En même temps que les nouveaux contrats, Bernard Grasset et Gaston Gallimard cosignent, le 29 juin 1931, une lettre très ferme à Giono : "Nous avons suffisamment étudié ce contrat entre nous et nos conseils juridiques. Il n’y a donc absolument pas une ligne, pas un mot à y changer." Giono, qui a compris qu’il n’a plus d’autre solution que de filer doux, s’exécute. Le 6 juillet, en renvoyant son contrat signé à Gaston Gallimard, il lui écrit : "Je vous remercie pour votre bonne attitude à mon égard dans cette affaire."

La crise est passée, mais pourquoi Giono l’a-t-il provoquée ? Vraie roublardise, ou simple "bêtise" de sa part comme il tentera d’en convaincre ses "victimes" ? En réalité, Giono a surtout, dans cette affaire, été animé d’une angoisse matérielle bien compréhensible. Sa démission du Crédit du Sud-Est lui a fait perdre le logement de fonction dont il disposait. Après quelques atermoiements, Giono s’est décidé à acheter une maison, sur les hauteurs de Manosque, Le Paraïs, une demeure qu’il fera plusieurs fois agrandir, mais qu’il ne quittera plus jusqu’à sa mort. Pour cela, il s’est endetté. Et il a deux enfants à charge.

Retors

Or, comme le souligne Pierre Citron, sa situation, dans le monde des lettres de l’époque, est particulière : "Il n’a pas de fortune comme Gide, Larbaud, Maurois, Mauriac ; il n’est pas diplomate comme Claudel, Saint-John Perse, Morand ou Giraudoux, ni médecin comme Céline ou Duhamel, ni professeur comme Alain, Guéhenno ou Sartre, ni collaborateur d’un éditeur comme Poulaille ou Paulhan ; il n’écrit pas régulièrement dans la presse. Ses livres et rien d’autre." Additionner deux mensualités de 1 500 francs lui paraissait donc le plus sûr moyen de s’épargner, comme il l’écrira à Louis Brun, "le souci des fins de mois qui durent trois semaines" (3).

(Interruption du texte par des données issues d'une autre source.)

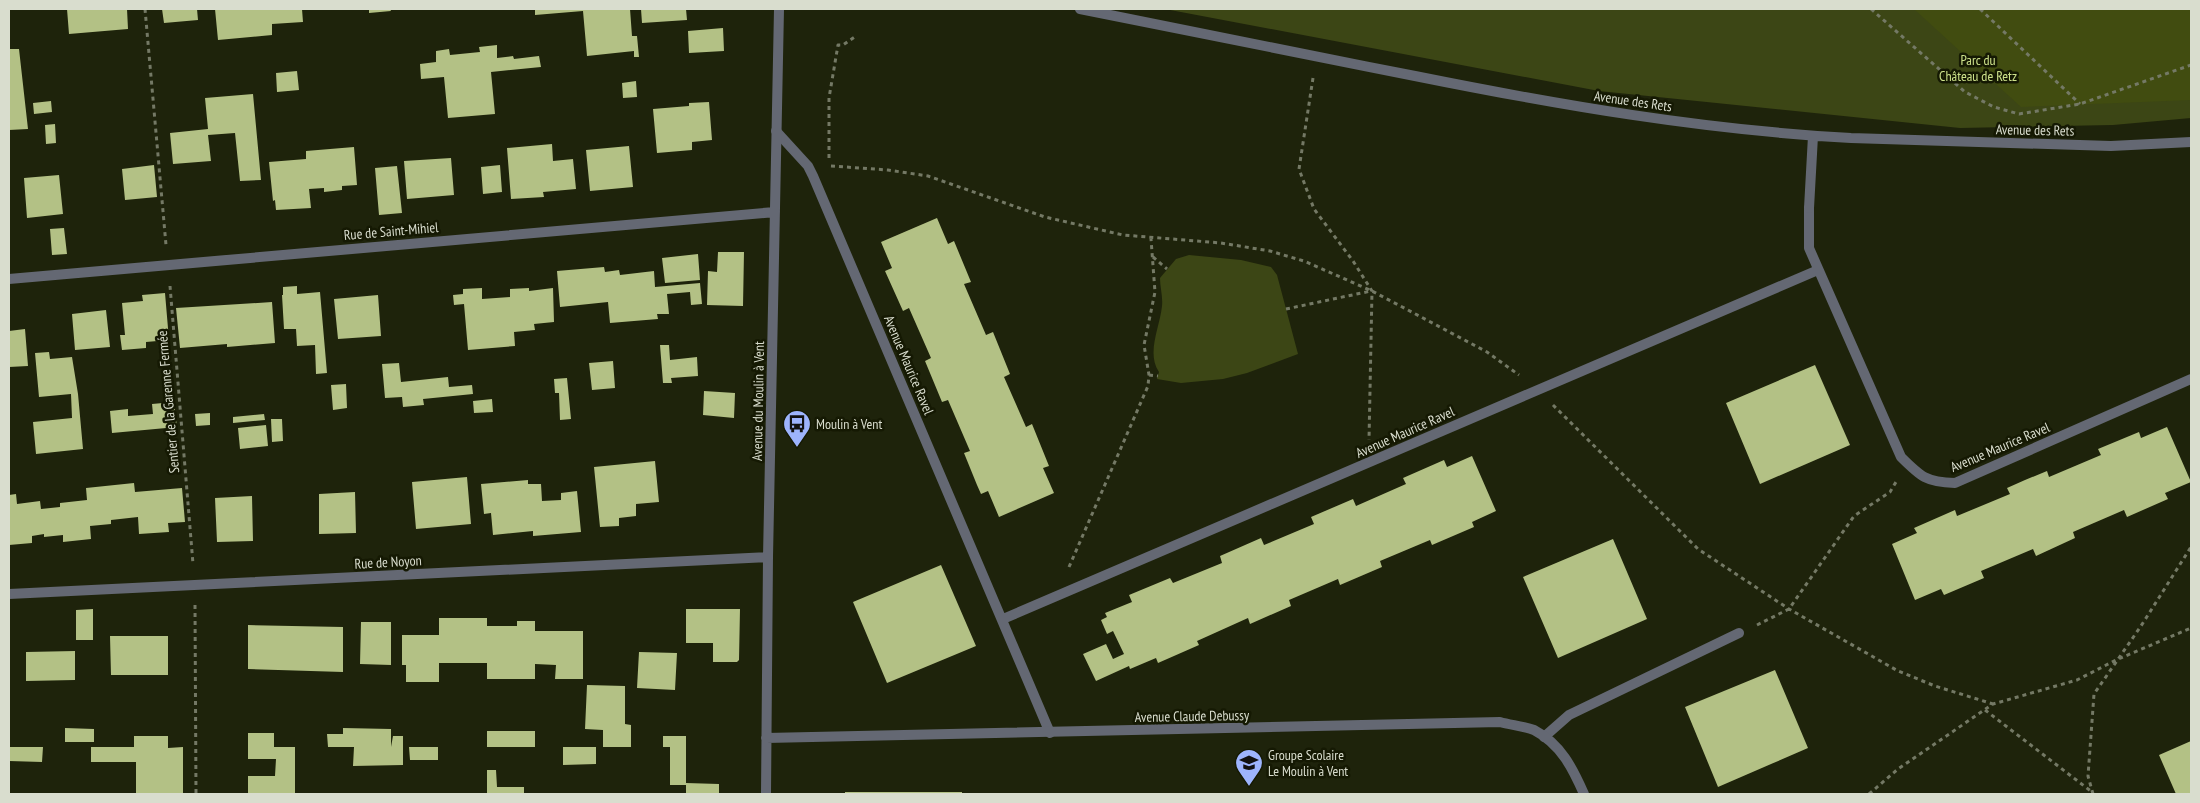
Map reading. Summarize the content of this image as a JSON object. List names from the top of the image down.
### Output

Il n’en demeure pas moins que Giono, tout au long de sa carrière d’écrivain, se sera montré retors avec ses éditeurs. Gallimard devra ainsi attendre 1949 pour obtenir d’être enfin l’éditeur exclusif de Giono. Et encore : ce dernier s’était réservé tous les droits sur les éditions de luxe, demi-luxe et sur les cessions au cinéma !

Malgré ses protestations d’amitié en façade, et une estime sincère pour son œuvre, Gaston Gallimard, le jugeait "peu sûr". Il en fera encore l’expérience quand, en 1950, alors qu’il tentait de négocier le rachat de tous les titres de Giono parus chez Grasset, il découvrit que Giono, de son côté, essayait de les vendre ailleurs…

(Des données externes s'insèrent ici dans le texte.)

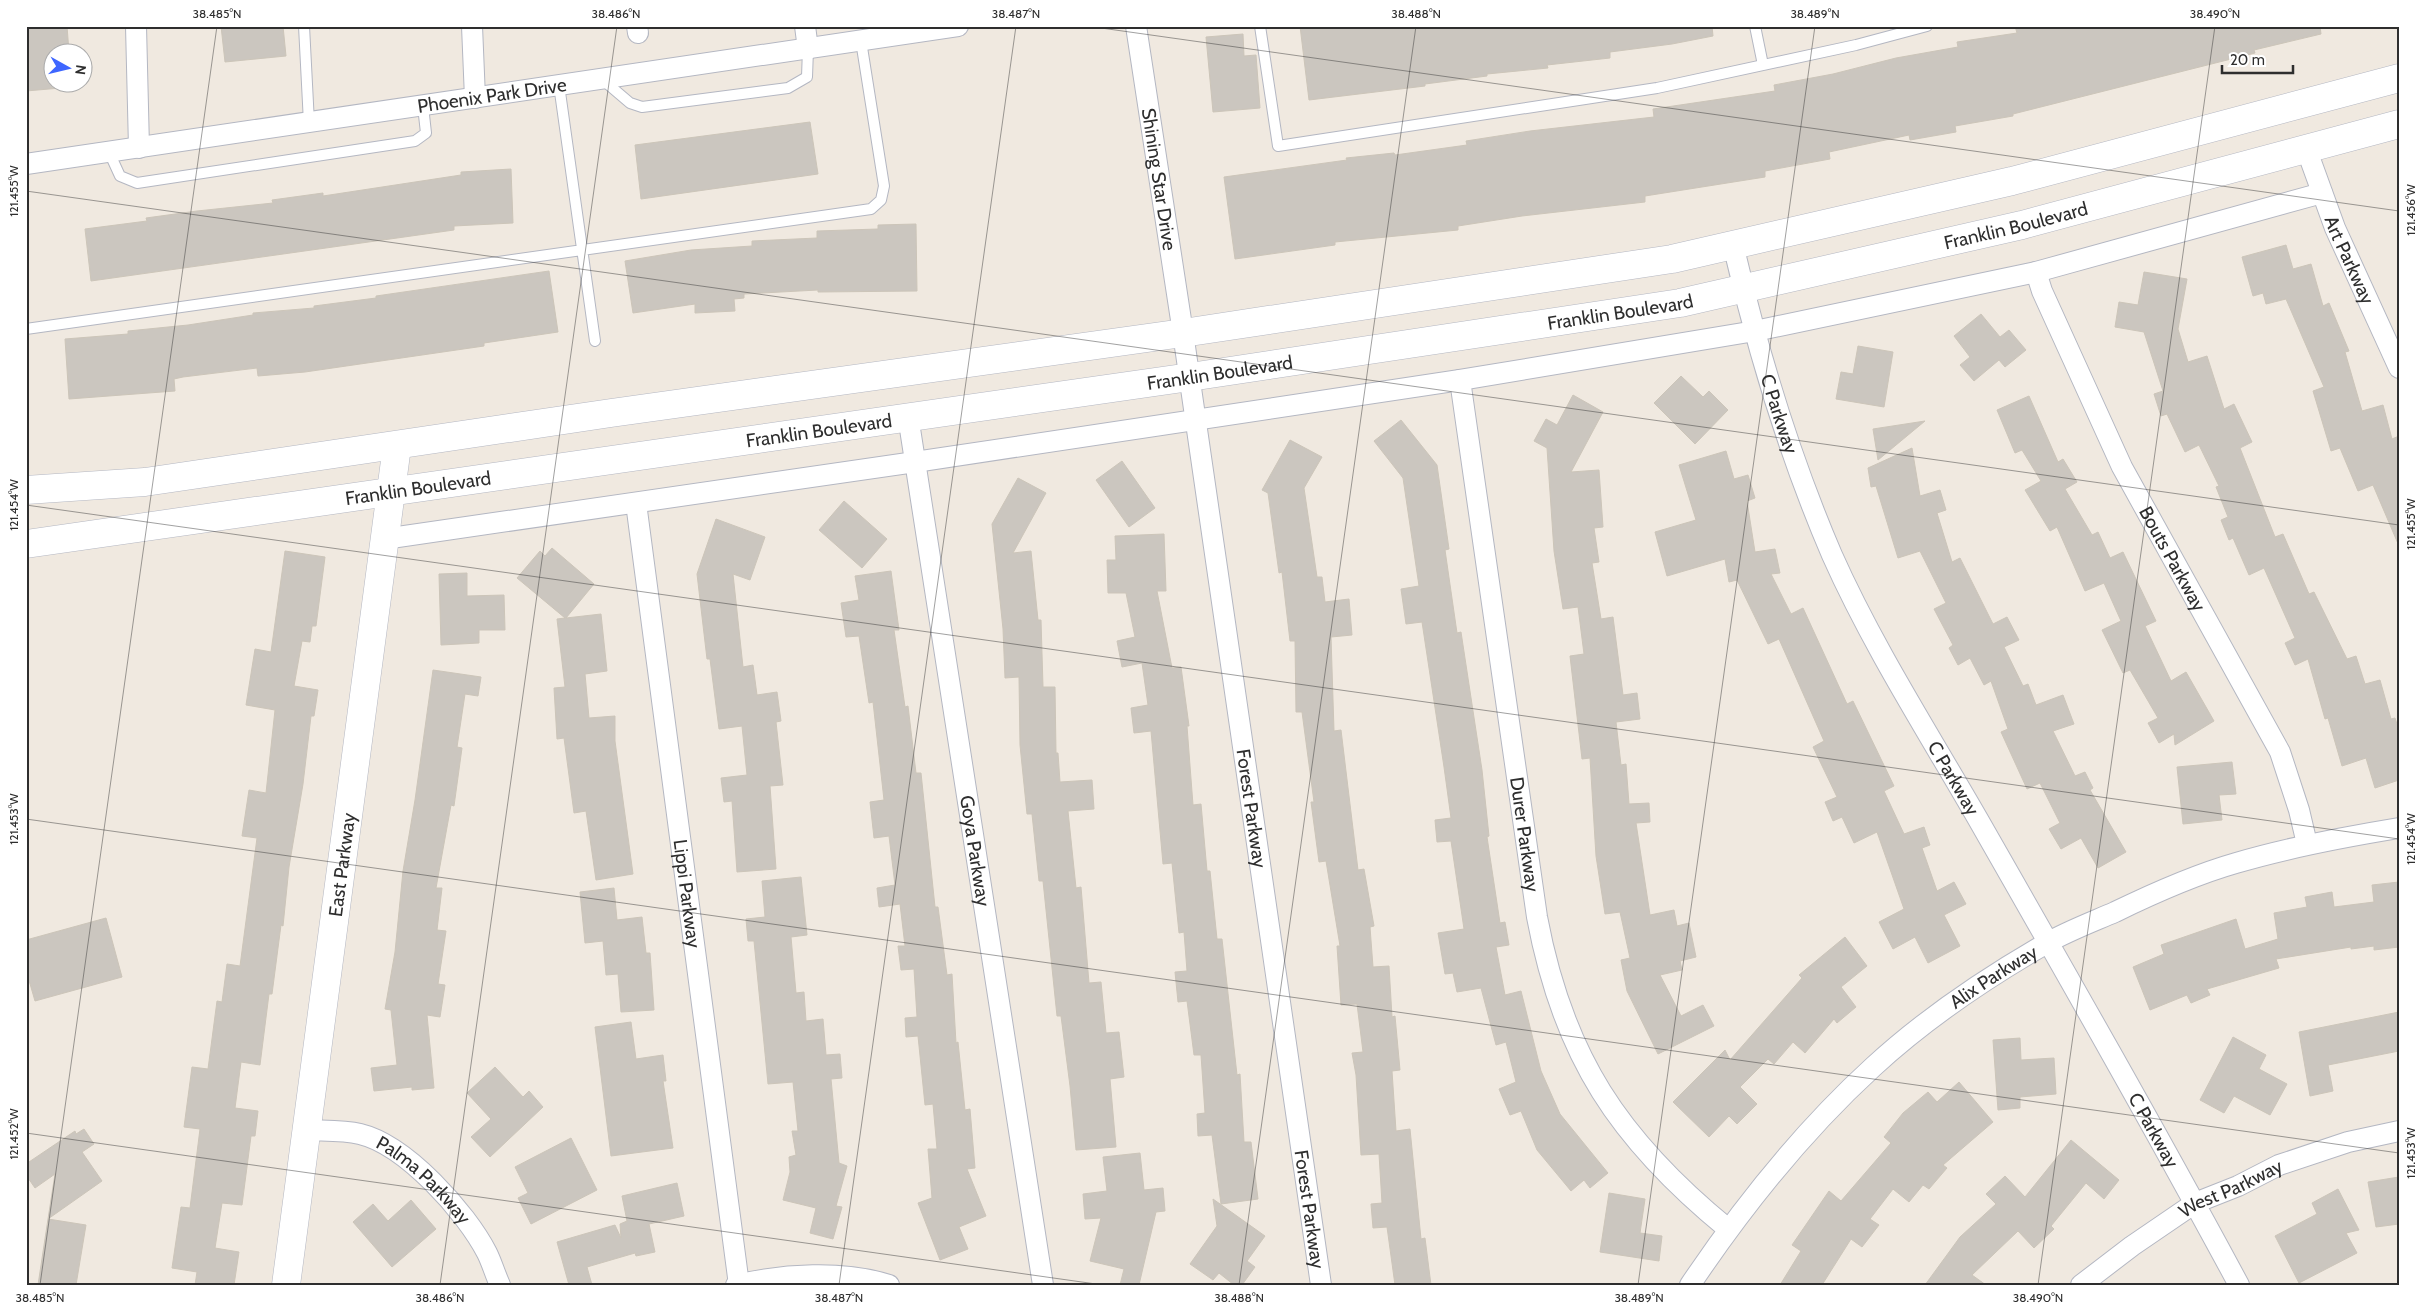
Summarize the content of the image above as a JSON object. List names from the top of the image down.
{
  "streets": {
    "main road": ["Franklin Boulevard", "East Parkway"],
    "street": [
      "Phoenix Park Drive",
      "Shining Star Drive",
      "Art Parkway",
      "C Parkway",
      "Bouts Parkway",
      "Forest Parkway",
      "Durer Parkway",
      "Goya Parkway",
      "Lippi Parkway",
      "Alix Parkway",
      "Palma Parkway",
      "West Parkway"
    ]
  },
  "crossings": [
    ["Shining Star Drive", "Forest Parkway"],
    ["Franklin Boulevard", "Art Parkway"],
    ["Franklin Boulevard", "C Parkway"],
    ["Franklin Boulevard", "Forest Parkway"],
    ["Franklin Boulevard", "Goya Parkway"],
    ["Franklin Boulevard", "East Parkway"],
    ["C Parkway", "Alix Parkway"],
    ["C Parkway", "West Parkway"],
    ["Bouts Parkway", "Alix Parkway"],
    ["Durer Parkway", "Alix Parkway"],
    ["East Parkway", "Palma Parkway"]
  ],
  "scale_bar": "20 m",
  "north": "right",
  "coordinates": [
    "38.485°N",
    "38.486°N",
    "38.487°N",
    "38.488°N",
    "38.489°N",
    "38.490°N",
    "121.455°W",
    "121.456°W",
    "121.454°W",
    "121.453°W",
    "121.452°W"
  ]
}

(1) Préface de Jacques Mény à l’édition des Lettres à la NRF - 1928-1970, Gallimard, 2015.

(2) Pierre Citron, Giono, Le Seuil, 1990.

(3) A titre de comparaison, le salaire horaire d’un manœuvre était de 3,30 francs en 1930, soit moins de 800 francs par mois, pour 60 heures de travail hebdomadaire. Mais la maison de Giono lui coûtait presque 1 000 francs par mois en remboursement de prêt.